Hasta me encontré besando senos ajenos. Tuve allí una cantidad de orgasmos tal que en números equiparaban a tres meses de mi vida sexual normal. Compartí el calor de cuerpos desconocidos y recibí los fluidos de hombres que me desearon por un instante. Salí de la habitación tratando de arreglarme el pelo, buscando a mi esposo, preocupada por mi audacia.
Lo encontré sentado tocándole los senos a la misma mujer con la que lo había dejado antes de entrar a esa lujuria que no era como en las películas, ni cómo viven las diosas.

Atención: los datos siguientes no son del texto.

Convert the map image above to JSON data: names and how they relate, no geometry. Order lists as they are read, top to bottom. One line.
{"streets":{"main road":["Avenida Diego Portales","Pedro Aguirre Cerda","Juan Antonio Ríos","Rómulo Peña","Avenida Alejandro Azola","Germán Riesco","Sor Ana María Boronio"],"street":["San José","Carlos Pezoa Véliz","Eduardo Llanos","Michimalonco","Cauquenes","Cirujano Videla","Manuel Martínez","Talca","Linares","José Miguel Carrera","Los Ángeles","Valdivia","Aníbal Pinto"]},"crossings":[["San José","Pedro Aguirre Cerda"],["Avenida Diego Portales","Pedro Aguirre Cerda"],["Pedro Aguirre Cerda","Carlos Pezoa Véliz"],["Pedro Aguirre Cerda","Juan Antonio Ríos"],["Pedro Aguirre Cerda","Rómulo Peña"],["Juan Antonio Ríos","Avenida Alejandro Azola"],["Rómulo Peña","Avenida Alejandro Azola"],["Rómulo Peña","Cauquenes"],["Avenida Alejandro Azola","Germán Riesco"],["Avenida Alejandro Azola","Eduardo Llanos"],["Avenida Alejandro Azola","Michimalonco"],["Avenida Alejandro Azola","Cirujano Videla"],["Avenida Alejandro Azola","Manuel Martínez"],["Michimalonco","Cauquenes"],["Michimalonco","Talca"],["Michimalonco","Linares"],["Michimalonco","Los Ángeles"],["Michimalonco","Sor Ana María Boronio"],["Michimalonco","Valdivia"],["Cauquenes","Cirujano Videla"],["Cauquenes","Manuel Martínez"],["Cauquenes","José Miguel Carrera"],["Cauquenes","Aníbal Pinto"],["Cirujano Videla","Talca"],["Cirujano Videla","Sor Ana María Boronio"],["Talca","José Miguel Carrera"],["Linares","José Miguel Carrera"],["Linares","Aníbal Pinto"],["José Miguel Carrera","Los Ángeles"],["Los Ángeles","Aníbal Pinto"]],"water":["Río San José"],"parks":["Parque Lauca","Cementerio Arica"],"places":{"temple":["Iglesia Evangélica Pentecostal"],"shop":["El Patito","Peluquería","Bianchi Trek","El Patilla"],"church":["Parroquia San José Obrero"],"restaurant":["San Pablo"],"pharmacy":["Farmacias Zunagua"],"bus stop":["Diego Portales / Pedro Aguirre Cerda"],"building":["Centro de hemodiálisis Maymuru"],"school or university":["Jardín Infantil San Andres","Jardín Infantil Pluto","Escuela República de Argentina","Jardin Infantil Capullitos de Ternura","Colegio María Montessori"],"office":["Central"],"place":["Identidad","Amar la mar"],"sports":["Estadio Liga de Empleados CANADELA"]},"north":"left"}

No lo era porque esa era real y nunca podrían filmarla capturando su esencia, como que allí las grandes divas serían mujeres frívolas e intrascendentes.
Mi esposo me confesó que no había podido lograr su erección ya que le costaba adaptarse a tanto placer a su alcance.
Me susurró al oído que cuando llegáramos a casa le contaba todo lo que había hecho y él se hacía su fiestita privada. Sin duda lo iba a hacer, teníamos mucho para llevarnos a nuestra cama.